Wat zijn lupus -antilichamen?

Lupus -antilichamen zijn antilichamen die het proces van coagulatie verstoren, waardoor mogelijk problemen veroorzaken met de bloedvaten en de bloedsomloop. De term die wordt gebruikt om naar deze antilichamen te verwijzen, is enigszins misleidend, omdat het hebben van lupus -antilichamen niet noodzakelijkerwijs betekent dat een persoon lupus heeft. Ze worden geassocieerd met andere anti-immuunaandoeningen en kunnen in sommige gevallen ook bij gezonde mensen worden gevonden. Een andere gebruikte term is "antifosfolipide -antilichamen", een meer accurate beschrijving van deze verbindingen die verwijst naar de manier waarop ze zich in het lichaam gedragen.

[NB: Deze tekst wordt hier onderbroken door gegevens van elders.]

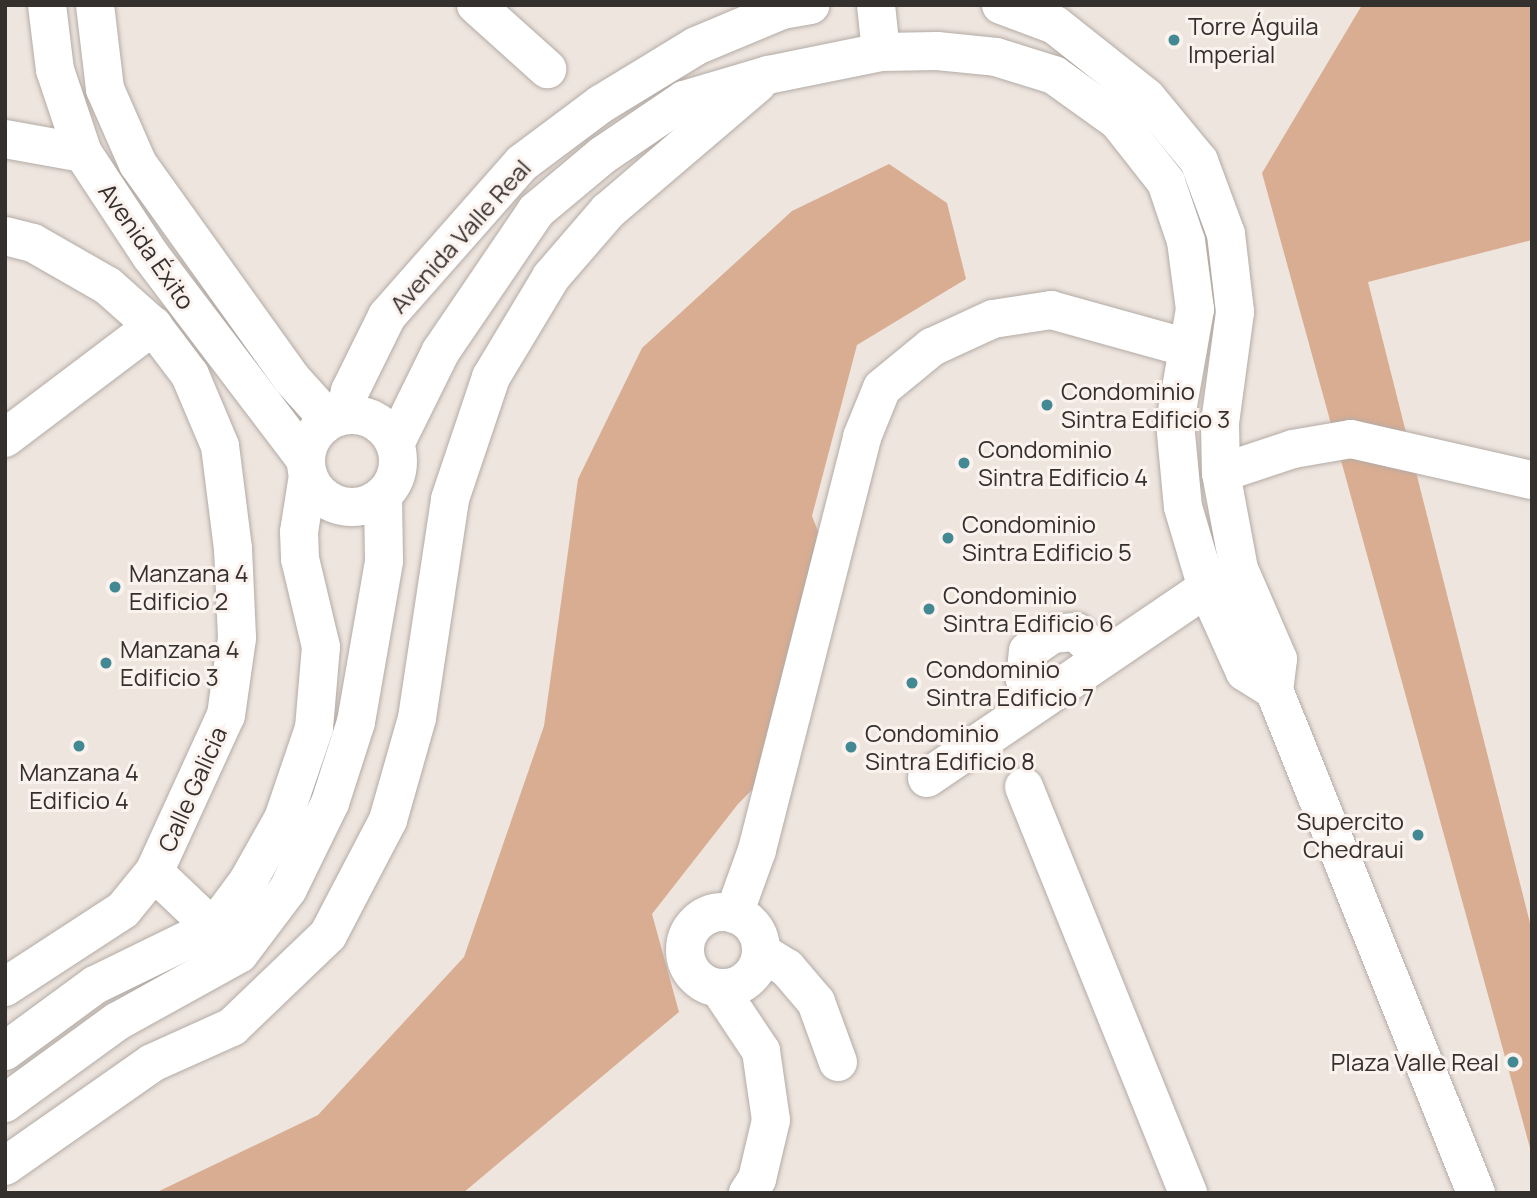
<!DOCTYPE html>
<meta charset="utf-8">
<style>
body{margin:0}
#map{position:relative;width:1537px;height:1198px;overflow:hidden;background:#eee5df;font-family:Manrope,sans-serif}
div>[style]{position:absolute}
.green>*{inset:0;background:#d9ad92}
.roads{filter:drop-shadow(0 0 2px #b3aba5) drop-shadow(0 0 2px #b3aba5)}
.minor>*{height:38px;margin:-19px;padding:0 19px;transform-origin:19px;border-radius:19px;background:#fff}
.minor>.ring{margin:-19px;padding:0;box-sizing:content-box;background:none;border:38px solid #fff;border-radius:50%}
.dots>*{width:19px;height:19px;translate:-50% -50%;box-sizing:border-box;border:4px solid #fbf2ed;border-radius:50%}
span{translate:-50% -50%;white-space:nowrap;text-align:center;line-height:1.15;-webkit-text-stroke:6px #fbf2ed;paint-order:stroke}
.poi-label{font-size:24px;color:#34302e}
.left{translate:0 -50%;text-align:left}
.right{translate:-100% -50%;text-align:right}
.street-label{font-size:24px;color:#34302e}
.frame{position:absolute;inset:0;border:7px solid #34302e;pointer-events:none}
</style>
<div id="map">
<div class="green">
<div style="clip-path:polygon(1362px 5px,1532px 5px,1532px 240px,1368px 282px,1532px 931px,1532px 1155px,1262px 173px)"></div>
<div style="clip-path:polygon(889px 164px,947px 203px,966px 279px,857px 345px,812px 516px,827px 554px,764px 778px,738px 804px,652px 914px,679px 1012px,463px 1193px,155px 1193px,318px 1115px,464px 957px,544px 726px,578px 479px,642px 348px,792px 211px)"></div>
</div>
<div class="roads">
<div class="minor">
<div style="left:47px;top:5px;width:65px;rotate:83deg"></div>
<div style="left:55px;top:70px;width:88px;rotate:71.4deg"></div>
<div style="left:83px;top:153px;width:123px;rotate:56.6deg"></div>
<div style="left:151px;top:256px;width:256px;rotate:52.8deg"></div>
<div style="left:95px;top:5px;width:85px;rotate:83.2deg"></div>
<div style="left:105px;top:89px;width:82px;rotate:66.3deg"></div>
<div style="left:138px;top:164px;width:264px;rotate:54.4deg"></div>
<div style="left:292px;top:379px;width:55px;rotate:47.9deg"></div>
<div style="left:476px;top:5px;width:96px;rotate:42deg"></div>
<div style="left:876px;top:5px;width:47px;rotate:83.9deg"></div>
<div style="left:1001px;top:5px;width:58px;rotate:20.3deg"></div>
<div style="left:1055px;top:25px;width:117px;rotate:38.4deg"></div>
<div style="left:1147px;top:98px;width:82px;rotate:50.5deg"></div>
<div style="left:1199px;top:161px;width:78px;rotate:69.7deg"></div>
<div style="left:1226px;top:234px;width:79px;rotate:83.4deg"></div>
<div style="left:1235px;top:312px;width:112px;rotate:97.7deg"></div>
<div style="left:1220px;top:423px;width:50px;rotate:88.9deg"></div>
<div style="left:1221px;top:473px;width:98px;rotate:79.4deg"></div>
<div style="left:1239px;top:569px;width:98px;rotate:66.6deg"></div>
<div style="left:1278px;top:659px;width:31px;rotate:97deg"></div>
<div style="left:5px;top:139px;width:79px;rotate:10.2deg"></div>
<div style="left:5px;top:236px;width:29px;rotate:14deg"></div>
<div style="left:33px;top:243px;width:86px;rotate:29.8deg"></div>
<div style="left:108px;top:286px;width:60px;rotate:41.6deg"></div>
<div style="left:153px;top:326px;width:61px;rotate:52.9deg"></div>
<div style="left:190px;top:375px;width:77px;rotate:67.1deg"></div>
<div style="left:220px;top:446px;width:104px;rotate:82.8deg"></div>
<div style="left:233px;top:549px;width:89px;rotate:87.4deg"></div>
<div style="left:237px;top:638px;width:78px;rotate:98.1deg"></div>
<div style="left:226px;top:715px;width:173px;rotate:114.6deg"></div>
<div style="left:154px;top:872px;width:49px;rotate:129.2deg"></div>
<div style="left:123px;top:910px;width:141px;rotate:146.9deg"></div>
<div style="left:344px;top:415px;width:25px;rotate:-76deg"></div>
<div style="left:350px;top:391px;width:84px;rotate:-63.7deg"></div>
<div style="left:387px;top:316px;width:204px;rotate:-48.6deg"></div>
<div style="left:522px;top:163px;width:99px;rotate:-36.8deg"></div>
<div style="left:601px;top:104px;width:111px;rotate:-31.4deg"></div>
<div style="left:696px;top:46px;width:93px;rotate:-22.7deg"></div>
<div style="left:782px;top:10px;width:29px;rotate:-10deg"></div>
<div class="ring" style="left:306px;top:415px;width:54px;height:54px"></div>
<div style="left:5px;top:438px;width:186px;rotate:-37.1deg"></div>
<div style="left:395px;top:444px;width:104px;rotate:-63.7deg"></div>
<div style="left:441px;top:351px;width:169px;rotate:-55.8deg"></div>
<div style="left:536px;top:211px;width:87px;rotate:-39.9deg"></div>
<div style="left:603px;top:155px;width:98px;rotate:-34.2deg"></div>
<div style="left:684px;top:100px;width:88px;rotate:-16.6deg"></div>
<div style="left:768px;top:75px;width:115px;rotate:-11.5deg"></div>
<div style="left:881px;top:52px;width:56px;rotate:-1deg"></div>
<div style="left:937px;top:51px;width:59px;rotate:5.8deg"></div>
<div style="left:996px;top:57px;width:61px;rotate:17.2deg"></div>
<div style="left:1054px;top:75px;width:79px;rotate:35.7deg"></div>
<div style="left:1118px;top:121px;width:78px;rotate:51.8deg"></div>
<div style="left:1166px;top:182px;width:62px;rotate:71.3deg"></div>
<div style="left:1186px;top:241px;width:69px;rotate:82.5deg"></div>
<div style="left:1195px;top:309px;width:116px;rotate:100deg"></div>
<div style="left:1175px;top:423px;width:84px;rotate:84.6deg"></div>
<div style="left:1183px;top:507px;width:84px;rotate:73.5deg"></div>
<div style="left:1207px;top:588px;width:92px;rotate:65.7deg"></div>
<div style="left:1245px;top:672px;width:34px;rotate:32deg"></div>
<div style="left:1221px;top:473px;width:76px;rotate:-18.4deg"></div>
<div style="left:1293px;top:449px;width:59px;rotate:-9.8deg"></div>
<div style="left:1351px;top:439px;width:186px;rotate:12.8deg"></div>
<div style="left:1274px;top:690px;width:542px;rotate:68.12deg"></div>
<div style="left:1037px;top:703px;width:27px;rotate:-117deg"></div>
<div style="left:1025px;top:679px;width:28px;rotate:-84deg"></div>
<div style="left:1028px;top:651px;width:29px;rotate:-35deg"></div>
<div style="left:1052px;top:634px;width:24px;rotate:-5deg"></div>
<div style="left:1076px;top:632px;width:37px;rotate:44deg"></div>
<div style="left:927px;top:778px;width:338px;rotate:-34.2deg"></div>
<div style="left:1024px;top:787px;width:438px;rotate:68deg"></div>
<div style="left:154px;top:872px;width:106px;rotate:43.5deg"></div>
<div class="ring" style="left:685px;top:912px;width:38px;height:38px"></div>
<div style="left:734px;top:914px;width:68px;rotate:-70.2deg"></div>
<div style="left:757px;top:850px;width:426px;rotate:-75.7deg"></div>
<div style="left:862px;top:437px;width:53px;rotate:-67.8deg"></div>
<div style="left:882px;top:388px;width:65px;rotate:-39.4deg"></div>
<div style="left:932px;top:347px;width:67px;rotate:-24.7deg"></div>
<div style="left:993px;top:319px;width:59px;rotate:-8.8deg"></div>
<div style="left:1051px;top:310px;width:142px;rotate:15.5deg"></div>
<div style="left:761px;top:952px;width:31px;rotate:32deg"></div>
<div style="left:787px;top:968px;width:45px;rotate:49.5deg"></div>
<div style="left:816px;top:1002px;width:64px;rotate:69.9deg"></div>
<div style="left:719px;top:988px;width:76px;rotate:56.3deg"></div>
<div style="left:761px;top:1051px;width:70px;rotate:81.8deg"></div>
<div style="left:771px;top:1120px;width:61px;rotate:103.3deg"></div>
<div style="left:757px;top:1179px;width:17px;rotate:123deg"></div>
<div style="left:5px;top:1051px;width:112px;rotate:-36.3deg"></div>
<div style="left:95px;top:985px;width:132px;rotate:-26deg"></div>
<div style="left:214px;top:927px;width:57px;rotate:-53.5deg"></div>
<div style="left:248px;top:881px;width:71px;rotate:-60.6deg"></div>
<div style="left:283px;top:819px;width:96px;rotate:-71.2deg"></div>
<div style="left:314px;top:728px;width:81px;rotate:-85.1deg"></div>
<div style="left:321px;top:647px;width:90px;rotate:-103.4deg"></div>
<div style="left:300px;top:559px;width:27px;rotate:-92deg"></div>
<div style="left:299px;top:532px;width:58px;rotate:-81deg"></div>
<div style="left:5px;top:1103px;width:140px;rotate:-36deg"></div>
<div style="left:118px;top:1021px;width:138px;rotate:-29deg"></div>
<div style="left:239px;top:954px;width:81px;rotate:-53deg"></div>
<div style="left:288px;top:889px;width:96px;rotate:-64deg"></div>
<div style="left:330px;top:803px;width:85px;rotate:-72.2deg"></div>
<div style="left:356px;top:722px;width:163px;rotate:-80.1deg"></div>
<div style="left:384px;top:561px;width:66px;rotate:-90.9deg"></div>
<div style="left:5px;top:1166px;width:179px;rotate:-35deg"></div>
<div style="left:152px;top:1063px;width:88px;rotate:-24.2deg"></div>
<div style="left:232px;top:1027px;width:133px;rotate:-43.8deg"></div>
<div style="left:328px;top:935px;width:130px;rotate:-62.4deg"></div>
<div style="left:388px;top:820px;width:106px;rotate:-74.1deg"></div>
<div style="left:417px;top:718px;width:221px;rotate:-81.4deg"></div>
<div style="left:450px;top:499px;width:129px;rotate:-71.4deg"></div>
<div style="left:491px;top:377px;width:117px;rotate:-59deg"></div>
<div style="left:551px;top:277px;width:87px;rotate:-49.2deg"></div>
<div style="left:608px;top:211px;width:197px;rotate:-40.5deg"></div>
</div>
</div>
<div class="dots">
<div style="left:1174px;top:40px;background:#438993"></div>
<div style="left:1047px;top:405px;background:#438993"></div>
<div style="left:964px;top:463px;background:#438993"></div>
<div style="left:948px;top:538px;background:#438993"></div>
<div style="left:115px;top:587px;background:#438993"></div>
<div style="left:929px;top:609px;background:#438993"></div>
<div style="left:106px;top:663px;background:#438993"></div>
<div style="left:912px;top:683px;background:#438993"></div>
<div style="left:79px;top:746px;background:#438993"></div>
<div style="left:851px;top:747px;background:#438993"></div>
<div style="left:1418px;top:835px;background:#438993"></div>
<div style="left:1513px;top:1062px;background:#438993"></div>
</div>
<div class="poi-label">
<span class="left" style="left:1188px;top:40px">Torre Águila<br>Imperial</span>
<span class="left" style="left:1061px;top:405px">Condominio<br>Sintra Edificio 3</span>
<span class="left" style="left:978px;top:463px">Condominio<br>Sintra Edificio 4</span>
<span class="left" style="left:962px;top:538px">Condominio<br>Sintra Edificio 5</span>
<span class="left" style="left:129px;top:587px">Manzana 4<br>Edificio 2</span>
<span class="left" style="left:943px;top:609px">Condominio<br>Sintra Edificio 6</span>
<span class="left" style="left:120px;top:663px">Manzana 4<br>Edificio 3</span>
<span class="left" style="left:926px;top:683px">Condominio<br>Sintra Edificio 7</span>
<span class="left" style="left:865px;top:747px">Condominio<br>Sintra Edificio 8</span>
<span style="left:79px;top:786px">Manzana 4<br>Edificio 4</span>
<span class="right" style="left:1404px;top:835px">Supercito<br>Chedraui</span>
<span class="right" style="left:1499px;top:1062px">Plaza Valle Real</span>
</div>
<div class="street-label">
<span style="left:460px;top:236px;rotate:-48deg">Avenida Valle Real</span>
<span style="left:147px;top:246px;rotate:55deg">Avenida Éxito</span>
<span style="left:192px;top:789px;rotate:-66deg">Calle Galicia</span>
</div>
<div class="frame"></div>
</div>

Deze antilichamen interageren met het bloed, wat leidt tot de ontwikkeling van abnormale coagulatie. Paradoxaal genoeg kunnen ze buiten het lichaam fungeren als anticoagulantia en worden ze soms wel lupus -anticoagulantia genoemd. Mensen met een groot aantal lupus -antilichamen kunnen bloedaandoeningen ontwikkelen, waaronder trombose, geharde of vernauwde bloedvaten en andere problemen. Deze aandoeningen worden veroorzaakt door reacties tussen het bloed van de patiënt aen het antilichaam.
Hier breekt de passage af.